>>

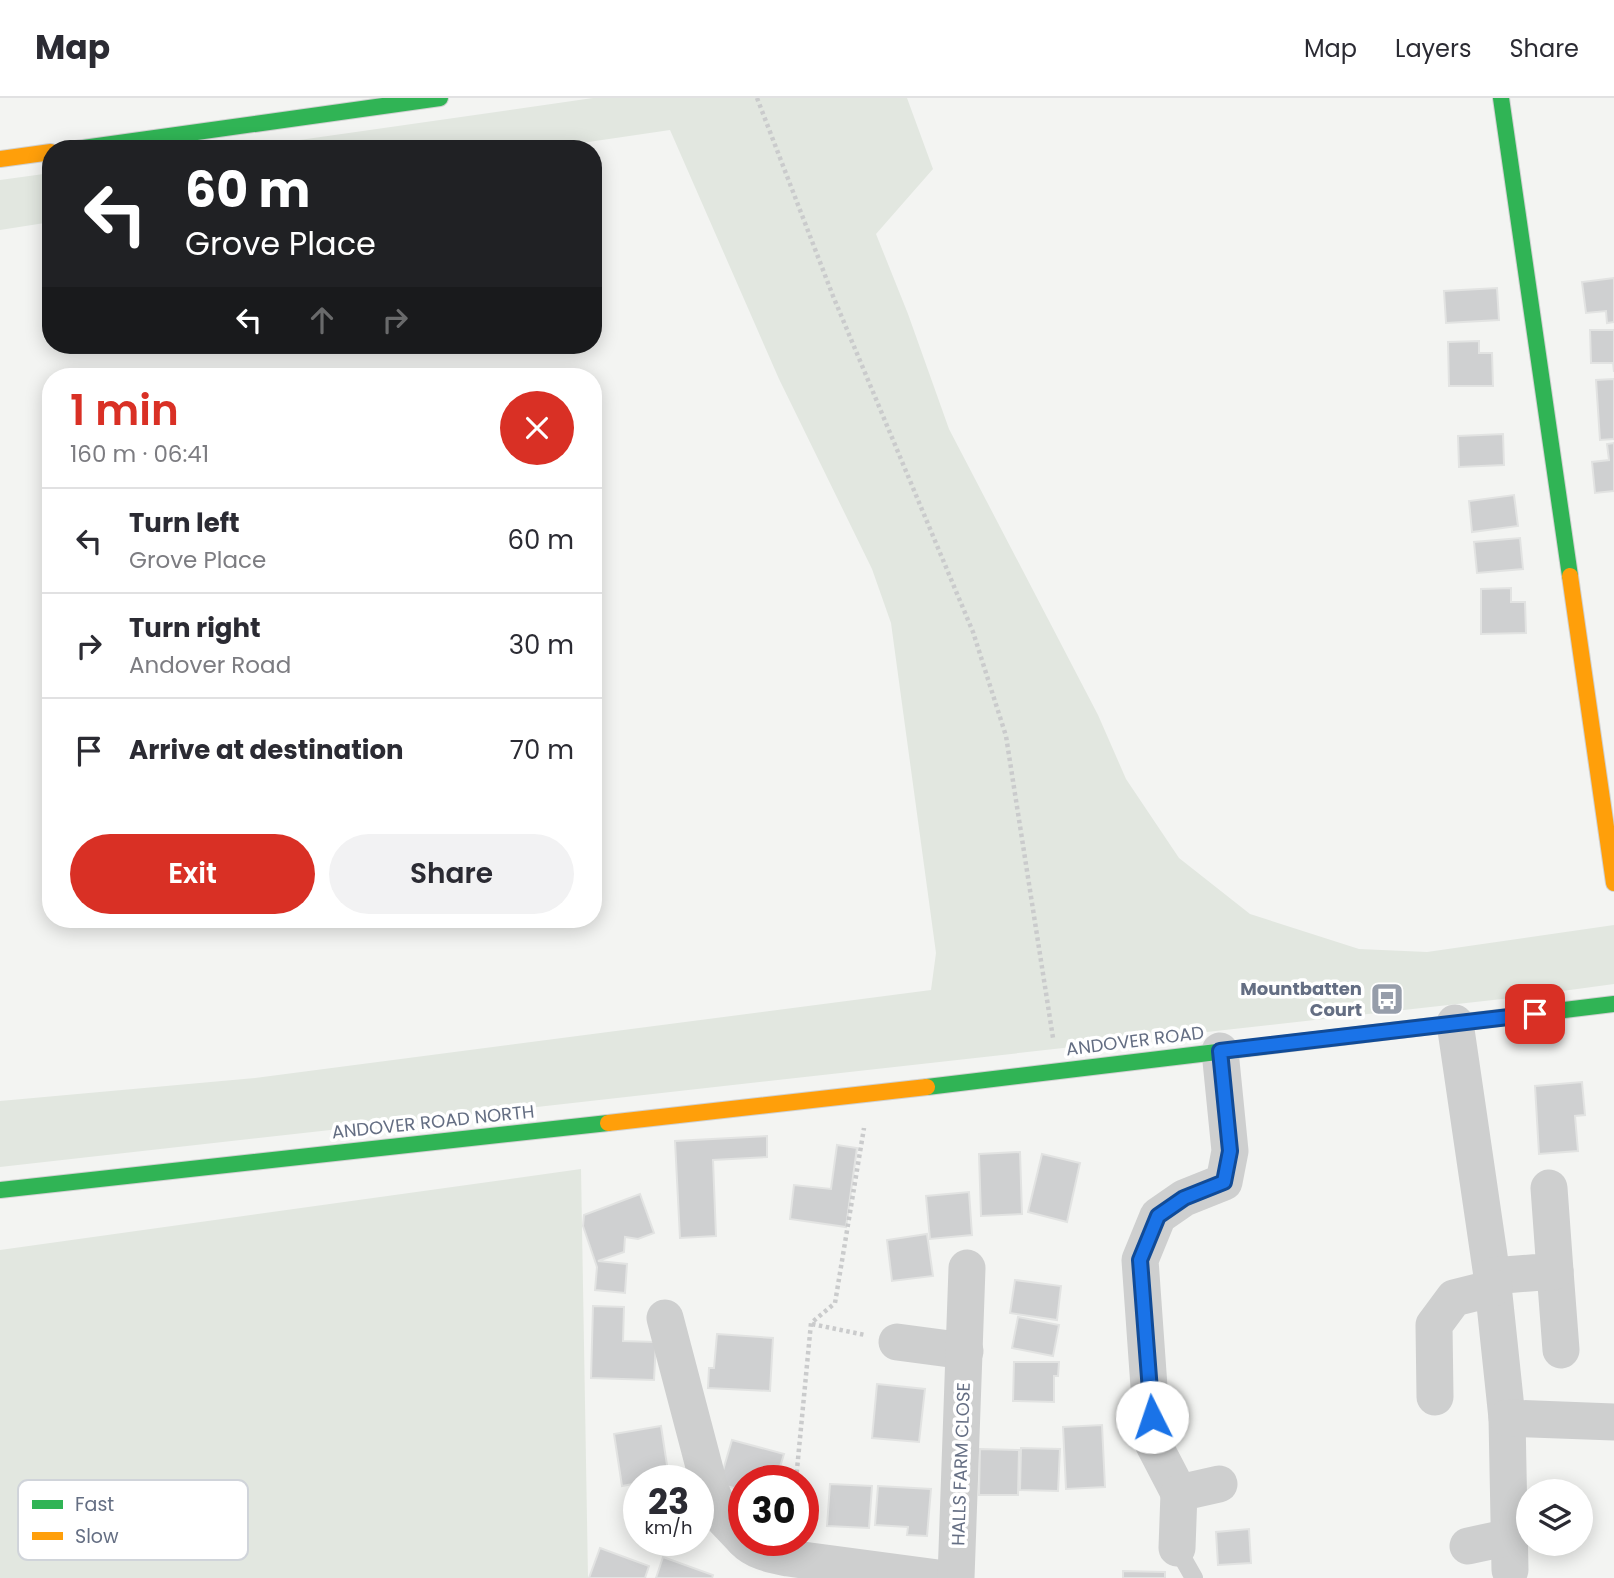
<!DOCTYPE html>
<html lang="en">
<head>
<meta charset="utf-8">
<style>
	body { margin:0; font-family:Poppins,sans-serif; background:#f2f2f3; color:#2b2b33; height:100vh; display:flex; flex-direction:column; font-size:26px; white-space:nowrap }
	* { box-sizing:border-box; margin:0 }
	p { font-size:23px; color:#7c7c81 }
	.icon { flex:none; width:38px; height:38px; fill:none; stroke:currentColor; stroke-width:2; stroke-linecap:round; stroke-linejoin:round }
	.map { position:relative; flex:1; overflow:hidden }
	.panel { position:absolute; left:42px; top:270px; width:560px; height:560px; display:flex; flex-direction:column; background:#fff; border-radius:28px; box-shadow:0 4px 18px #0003 }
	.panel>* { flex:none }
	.hud { position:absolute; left:42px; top:42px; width:560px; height:214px; border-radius:28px; box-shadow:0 4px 18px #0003; background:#202124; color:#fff; overflow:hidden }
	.tools { position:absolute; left:1516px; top:1381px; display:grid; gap:14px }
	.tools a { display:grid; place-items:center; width:77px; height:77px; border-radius:50%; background:#fff; box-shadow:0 4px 18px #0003; font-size:35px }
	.speed { position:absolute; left:623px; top:1367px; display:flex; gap:14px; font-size:35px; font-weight:700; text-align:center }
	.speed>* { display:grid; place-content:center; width:91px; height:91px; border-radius:50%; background:#fff; box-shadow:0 4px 18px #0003; line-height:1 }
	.speed small { font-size:18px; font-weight:400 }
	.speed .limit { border:10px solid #d22; background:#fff; color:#111 }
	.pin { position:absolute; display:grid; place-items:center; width:60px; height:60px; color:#fff; margin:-30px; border-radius:14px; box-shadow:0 4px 10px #0006 }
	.me { position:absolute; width:77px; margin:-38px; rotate:356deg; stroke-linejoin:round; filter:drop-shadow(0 0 5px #0008) }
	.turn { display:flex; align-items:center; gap:24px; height:147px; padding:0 28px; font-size:32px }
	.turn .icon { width:91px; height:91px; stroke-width:2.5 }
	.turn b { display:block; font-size:49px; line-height:60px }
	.lanes { display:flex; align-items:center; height:66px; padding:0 28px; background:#0003; justify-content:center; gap:35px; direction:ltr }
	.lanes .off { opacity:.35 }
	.round { display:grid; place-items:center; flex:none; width:74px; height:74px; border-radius:37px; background:#f2f2f3 }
	.head { display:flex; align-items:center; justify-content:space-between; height:119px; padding:0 28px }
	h1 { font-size:42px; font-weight:600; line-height:52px; color:#d93025 }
	.button { display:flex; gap:14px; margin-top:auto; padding:14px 28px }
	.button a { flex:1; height:80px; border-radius:42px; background:#d93025; color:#fff; font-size:28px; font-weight:600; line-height:80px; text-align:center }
	.button a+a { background:#f2f2f3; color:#2b2b33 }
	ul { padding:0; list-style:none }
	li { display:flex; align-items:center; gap:21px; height:105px; padding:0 28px; border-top:2px solid #e1e1e2 }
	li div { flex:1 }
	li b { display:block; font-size:26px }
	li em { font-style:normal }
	header { display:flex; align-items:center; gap:42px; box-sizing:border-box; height:98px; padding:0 35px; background:#fff; border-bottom:2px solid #e1e1e2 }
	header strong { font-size:33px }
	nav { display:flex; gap:38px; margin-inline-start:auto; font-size:24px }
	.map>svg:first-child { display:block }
	.green { fill:#e2e7e0 }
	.building { fill:#cfd0d1; stroke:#e2e3e2; stroke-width:2 }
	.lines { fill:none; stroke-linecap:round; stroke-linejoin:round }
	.fast-casing { stroke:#d0d1d1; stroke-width:18 }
	.slow-casing { stroke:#d0d1d1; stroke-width:18 }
	.path { stroke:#cacbcc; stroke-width:4.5; stroke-dasharray:3.5 3.5; stroke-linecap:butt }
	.lane { stroke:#cecfcf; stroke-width:18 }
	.street { stroke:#cecfcf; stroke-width:37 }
	.fast { stroke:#30b455; stroke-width:16 }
	.slow { stroke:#ff9f0a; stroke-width:16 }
	.route-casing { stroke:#114b97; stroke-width:18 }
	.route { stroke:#1a73e8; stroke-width:12 }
	.labels { text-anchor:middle; stroke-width:7; stroke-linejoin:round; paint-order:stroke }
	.poi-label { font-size:18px; font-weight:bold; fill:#646e83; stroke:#fff; text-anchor:end }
	.street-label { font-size:18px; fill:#646e83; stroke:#fff }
	.key { fill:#fff; stroke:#d0d4da; stroke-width:2 }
	.key-label { font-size:19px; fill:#646e83 }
</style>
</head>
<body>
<header>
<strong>Map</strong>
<nav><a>Map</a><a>Layers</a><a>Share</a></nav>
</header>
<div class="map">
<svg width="1614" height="1480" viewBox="0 0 1614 1480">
	<rect width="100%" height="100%" fill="#f3f4f2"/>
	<g class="green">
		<path d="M 593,0 L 907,0 L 933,71 L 876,136 L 908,216 L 949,331 L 1098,617 L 1126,681 L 1179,760 L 1250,816 L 1359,851 L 1427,854 L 1614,827 L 1614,886 L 1511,900 L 0,1069 L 0,1003 L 255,980 L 931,892 L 936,855 L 891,525 L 872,471 L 779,281 L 670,32 L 541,51 L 237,51 Z"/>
		<path d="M 51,75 L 51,124 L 0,132 L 0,82 Z"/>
		<path d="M 581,1071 L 588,1480 L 0,1480 L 0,1152 Z"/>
	</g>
	<g class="building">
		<path d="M 1614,180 L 1614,224 L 1607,225 L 1606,213 L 1586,215 L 1582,184 Z"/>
		<path d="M 1497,190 L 1499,222 L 1446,225 L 1444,193 Z"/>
		<path d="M 1590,232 L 1614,232 L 1614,274 L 1613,265 L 1591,265 Z"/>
		<path d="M 1479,243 L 1479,255 L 1492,255 L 1493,288 L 1449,288 L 1448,244 Z"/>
		<path d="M 1614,281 L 1614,341 L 1600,342 L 1596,282 Z"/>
		<path d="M 1503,336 L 1504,367 L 1459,369 L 1458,338 Z"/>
		<path d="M 1614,345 L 1614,393 L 1595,395 L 1592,364 L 1609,362 L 1607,346 Z"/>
		<path d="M 1514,397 L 1518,428 L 1472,434 L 1469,403 Z"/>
		<path d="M 1520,440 L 1523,471 L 1477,475 L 1474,444 Z"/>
		<path d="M 1511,490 L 1511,504 L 1525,504 L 1526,535 L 1481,536 L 1481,491 Z"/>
		<path d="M 1582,984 L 1585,1017 L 1575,1018 L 1578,1053 L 1539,1056 L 1535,988 Z"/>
		<path d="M 767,1038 L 767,1059 L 713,1062 L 716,1138 L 680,1140 L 675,1043 Z"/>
		<path d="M 837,1047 L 857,1050 L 846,1129 L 790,1121 L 794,1087 L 831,1091 Z"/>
		<path d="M 1020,1054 L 1022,1116 L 981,1118 L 979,1056 Z"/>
		<path d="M 1042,1056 L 1080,1065 L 1067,1124 L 1028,1114 Z"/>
		<path d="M 969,1094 L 972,1137 L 930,1141 L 926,1098 Z"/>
		<path d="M 640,1096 L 654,1135 L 638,1141 L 625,1139 L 624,1154 L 598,1163 L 627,1166 L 625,1195 L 595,1192 L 597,1169 L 583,1128 L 584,1117 Z"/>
		<path d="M 927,1136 L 933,1178 L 892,1183 L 887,1142 Z"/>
		<path d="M 1015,1182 L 1061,1188 L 1057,1222 L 1010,1215 Z"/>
		<path d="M 593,1208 L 624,1209 L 623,1243 L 656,1244 L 654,1282 L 591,1280 Z"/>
		<path d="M 1018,1219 L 1059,1227 L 1053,1258 L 1012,1250 Z"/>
		<path d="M 717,1236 L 773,1240 L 770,1293 L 708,1290 L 709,1270 L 714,1270 Z"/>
		<path d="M 1014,1264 L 1059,1264 L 1058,1278 L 1054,1278 L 1054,1304 L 1013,1303 Z"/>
		<path d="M 877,1286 L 925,1291 L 919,1344 L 872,1340 Z"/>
		<path d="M 1102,1327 L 1105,1389 L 1066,1391 L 1063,1329 Z"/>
		<path d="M 661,1328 L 669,1380 L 639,1382 L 639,1385 L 622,1388 L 614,1336 Z"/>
		<path d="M 732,1342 L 784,1356 L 776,1382 L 744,1382 L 741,1392 L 719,1386 Z"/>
		<path d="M 1021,1350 L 1060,1351 L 1058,1393 L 1020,1392 Z"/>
		<path d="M 980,1351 L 1019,1352 L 1018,1397 L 979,1397 Z"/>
		<path d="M 830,1386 L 872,1388 L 869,1430 L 827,1428 Z"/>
		<path d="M 878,1388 L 931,1391 L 927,1438 L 907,1437 L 908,1429 L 875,1427 Z"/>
		<path d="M 1249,1431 L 1251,1465 L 1218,1467 L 1216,1434 Z"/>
		<path d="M 600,1450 L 649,1468 L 645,1480 L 589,1480 Z"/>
		<path d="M 663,1459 L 713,1477 L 712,1480 L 656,1480 Z"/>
		<path d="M 1123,1473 L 1165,1474 L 1165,1480 L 1123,1480 Z"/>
	</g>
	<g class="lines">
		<defs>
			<g id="fast">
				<path d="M 1501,0 L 1570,478"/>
				<path d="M 76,51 L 440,0"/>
				<path d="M 927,989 L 1614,906"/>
				<path d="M 0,1092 L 608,1025"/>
			</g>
			<g id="slow">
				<path d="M 0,61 L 51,54"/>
				<path d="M 1570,478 L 1614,785"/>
				<path d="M 608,1025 L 927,989"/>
			</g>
		</defs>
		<use href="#fast" class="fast-casing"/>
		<use href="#slow" class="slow-casing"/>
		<g class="path">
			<path d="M 757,0 L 833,198 L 973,534 L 1006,638 L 1053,940"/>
			<path d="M 812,1226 L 865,1237"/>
			<path d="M 796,1382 L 811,1225 L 835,1205 L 864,1030"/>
		</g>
		<path class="lane" d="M 1177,1450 L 1194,1480"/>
		<g class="street">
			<path d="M 1455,925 L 1492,1178 L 1507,1320 L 1510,1472"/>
			<path d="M 1555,1173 L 1561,1252"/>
			<path d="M 1492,1178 L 1555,1173 L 1549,1090"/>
			<path d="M 665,1220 L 710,1391 L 724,1421 L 744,1442"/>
			<path d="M 897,1244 L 965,1253"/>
			<path d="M 1435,1299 L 1434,1227 L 1454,1200 L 1494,1190"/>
			<path d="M 1507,1320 L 1614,1324"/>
			<path d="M 1179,1395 L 1153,1345 L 1140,1162 L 1158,1118 L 1184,1100 L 1224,1084 L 1230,1053 L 1220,953"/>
			<path d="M 744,1442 C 755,1454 773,1457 788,1460 L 938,1480"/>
			<path d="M 1468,1448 L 1510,1439"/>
			<path d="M 1177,1450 L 1179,1395 L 1219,1386"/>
			<path d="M 956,1480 L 967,1170"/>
		</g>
		<use href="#fast" class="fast"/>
		<use href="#slow" class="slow"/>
	</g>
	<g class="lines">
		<defs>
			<path id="route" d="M 1152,1319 L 1140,1162 L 1158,1118 L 1184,1100 L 1224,1084 L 1230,1053 L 1220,953 L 1535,916"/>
		</defs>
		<use href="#route" class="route-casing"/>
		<use href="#route" class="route"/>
	</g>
	<defs>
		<symbol id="bus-square" viewBox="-11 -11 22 22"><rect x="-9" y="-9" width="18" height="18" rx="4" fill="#969daa" stroke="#fff"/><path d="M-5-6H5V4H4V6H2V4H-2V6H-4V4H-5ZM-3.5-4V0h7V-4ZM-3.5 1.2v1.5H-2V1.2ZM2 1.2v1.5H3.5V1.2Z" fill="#fff"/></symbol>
	</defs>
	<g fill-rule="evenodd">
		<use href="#bus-square" x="1368" y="882" width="38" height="38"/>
	</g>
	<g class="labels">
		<g class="poi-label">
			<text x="1362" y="897">Mountbatten<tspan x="1362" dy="21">Court</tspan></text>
		</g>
		<g class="street-label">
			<text transform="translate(1135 943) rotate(-7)" y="6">ANDOVER ROAD</text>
			<text transform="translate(433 1024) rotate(-6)" y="6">ANDOVER ROAD NORTH</text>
			<text transform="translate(961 1366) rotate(-88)" y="6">HALLS FARM CLOSE</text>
		</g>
	</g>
	<rect x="18" y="1382" width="230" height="80" rx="10" class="key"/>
	<rect x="32" y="1402" width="31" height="9" fill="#30b455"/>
	<rect x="32" y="1434" width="31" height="8" fill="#ff9f0a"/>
	<g class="key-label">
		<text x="75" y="1413">Fast</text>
		<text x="75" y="1445">Slow</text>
	</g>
</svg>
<div class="tools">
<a><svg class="icon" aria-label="layers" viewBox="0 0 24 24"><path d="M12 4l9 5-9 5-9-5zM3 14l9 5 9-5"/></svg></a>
</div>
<div class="speed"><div>23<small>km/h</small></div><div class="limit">30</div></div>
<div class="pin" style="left:1535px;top:916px;background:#d93025"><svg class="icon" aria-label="arrive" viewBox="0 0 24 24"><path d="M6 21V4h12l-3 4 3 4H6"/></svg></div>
<svg class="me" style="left:1152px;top:1319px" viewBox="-20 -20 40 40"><circle r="19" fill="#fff"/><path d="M0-13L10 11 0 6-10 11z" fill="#1a73e8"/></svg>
<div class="hud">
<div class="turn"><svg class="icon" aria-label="left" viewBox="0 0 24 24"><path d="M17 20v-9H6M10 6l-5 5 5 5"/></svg><div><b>60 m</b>Grove Place</div></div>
<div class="lanes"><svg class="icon" aria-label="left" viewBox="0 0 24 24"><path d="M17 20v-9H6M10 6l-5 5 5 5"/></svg><svg class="icon off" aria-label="ahead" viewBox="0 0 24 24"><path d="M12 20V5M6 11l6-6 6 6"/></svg><svg class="icon off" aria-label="right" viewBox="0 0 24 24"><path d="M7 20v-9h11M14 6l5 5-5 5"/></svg></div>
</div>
<section class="panel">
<div class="head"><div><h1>1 min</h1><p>160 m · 06:41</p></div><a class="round" style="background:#d93025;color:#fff"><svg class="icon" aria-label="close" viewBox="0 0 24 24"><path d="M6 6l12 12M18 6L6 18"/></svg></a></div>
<ul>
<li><svg class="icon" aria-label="left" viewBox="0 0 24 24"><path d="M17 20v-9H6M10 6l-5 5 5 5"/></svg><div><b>Turn left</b><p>Grove Place</p></div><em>60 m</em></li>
<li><svg class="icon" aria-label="right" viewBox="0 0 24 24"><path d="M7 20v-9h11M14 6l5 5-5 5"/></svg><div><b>Turn right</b><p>Andover Road</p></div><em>30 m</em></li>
<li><svg class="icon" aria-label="arrive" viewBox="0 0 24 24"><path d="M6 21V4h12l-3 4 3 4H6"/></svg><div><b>Arrive at destination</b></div><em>70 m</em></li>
</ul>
<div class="button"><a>Exit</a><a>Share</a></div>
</section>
</div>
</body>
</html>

<<

- **REQUIRED ACTION**
There is a run of lines above from the one with "position:relative; flex:1; overflow:hidden" to the one with "display:grid; place-items:center; width:77px;"; print exactly that run, both ends included, and nothing else.

- **EXERCISE ANSWER**
	.map { position:relative; flex:1; overflow:hidden }
	.panel { position:absolute; left:42px; top:270px; width:560px; height:560px; display:flex; flex-direction:column; background:#fff; border-radius:28px; box-shadow:0 4px 18px #0003 }
	.panel>* { flex:none }
	.hud { position:absolute; left:42px; top:42px; width:560px; height:214px; border-radius:28px; box-shadow:0 4px 18px #0003; background:#202124; color:#fff; overflow:hidden }
	.tools { position:absolute; left:1516px; top:1381px; display:grid; gap:14px }
	.tools a { display:grid; place-items:center; width:77px; height:77px; border-radius:50%; background:#fff; box-shadow:0 4px 18px #0003; font-size:35px }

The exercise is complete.